# Testing

> Run simulation tests against your AI Agent — build datasets of user messages, define evaluation criteria, and score responses across runs to catch regressions before they ship.

The **Testing** tab lets you run **simulations** against your AI Agent: a curated set of messages is sent through the Agent end-to-end, every response is graded against criteria you define, and the results are scored so you can compare runs over time.

Use it to:

- Catch regressions after editing the Knowledge Base, Identity, or Actions.
- Stress-test the Agent on tricky edge cases (out-of-scope requests, prompt-injection attempts, hostile users, ambiguous questions).
- Compare different versions of your prompt or Knowledge Base before deciding what to ship.

You'll find it under **Conversations → Testing** in the left sidebar.

## How it works

A test has three pieces:

1. A **Dataset** — a list of user messages you want to simulate.
2. **Evaluation criteria** — short, plain-language rules an AI judge uses to grade each response (e.g., _"Includes a relevant link from the Knowledge Base"_, _"Refuses politely when out of scope"_).
3. A **Run** — one execution of the dataset against the current Agent.
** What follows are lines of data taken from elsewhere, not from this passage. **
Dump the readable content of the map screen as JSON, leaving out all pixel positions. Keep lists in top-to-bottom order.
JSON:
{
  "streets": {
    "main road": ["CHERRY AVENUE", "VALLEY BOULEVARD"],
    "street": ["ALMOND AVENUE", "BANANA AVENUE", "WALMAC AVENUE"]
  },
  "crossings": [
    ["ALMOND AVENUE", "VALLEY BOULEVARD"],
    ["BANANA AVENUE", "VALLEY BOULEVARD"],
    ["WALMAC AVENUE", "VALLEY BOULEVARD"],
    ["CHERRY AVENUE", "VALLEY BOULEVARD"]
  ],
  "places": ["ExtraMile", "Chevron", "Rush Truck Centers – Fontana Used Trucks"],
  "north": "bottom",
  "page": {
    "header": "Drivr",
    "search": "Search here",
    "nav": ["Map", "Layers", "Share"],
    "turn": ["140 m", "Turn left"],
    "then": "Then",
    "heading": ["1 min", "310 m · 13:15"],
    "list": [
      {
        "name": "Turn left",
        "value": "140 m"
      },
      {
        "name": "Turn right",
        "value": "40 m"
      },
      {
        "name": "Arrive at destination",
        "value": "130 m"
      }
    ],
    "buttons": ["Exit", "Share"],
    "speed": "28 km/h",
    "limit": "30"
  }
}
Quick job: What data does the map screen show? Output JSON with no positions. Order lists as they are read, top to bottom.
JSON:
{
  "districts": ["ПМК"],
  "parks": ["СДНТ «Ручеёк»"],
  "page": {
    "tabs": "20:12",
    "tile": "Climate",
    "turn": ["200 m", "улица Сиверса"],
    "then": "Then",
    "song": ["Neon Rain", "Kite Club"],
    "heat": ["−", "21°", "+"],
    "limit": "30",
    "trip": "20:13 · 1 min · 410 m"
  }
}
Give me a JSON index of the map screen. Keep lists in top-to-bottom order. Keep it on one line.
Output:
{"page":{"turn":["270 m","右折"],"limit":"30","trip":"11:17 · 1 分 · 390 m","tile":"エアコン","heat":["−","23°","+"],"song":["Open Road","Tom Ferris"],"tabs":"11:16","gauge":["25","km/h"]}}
Each run produces an AI Score (0–5, graded by the AI judge against your criteria) and your own thumbs-up/thumbs-down score.

## Create a dataset

1. Open **Conversations → Testing**.
2. Click **+ Create Dataset**.
3. Give the dataset a **name** (e.g., _"Common support questions"_, _"Edge cases"_, _"Pre-release regression set"_).
4. Add messages using one of three methods:

   - **Paste messages** — paste a newline-separated list of user messages directly. Each line becomes one simulated turn.
   - **From recent conversations** — pick messages from real conversations in your Inbox. Good for building a dataset that reflects your actual traffic.
   - **Upload CSV** — bulk-import a CSV of messages.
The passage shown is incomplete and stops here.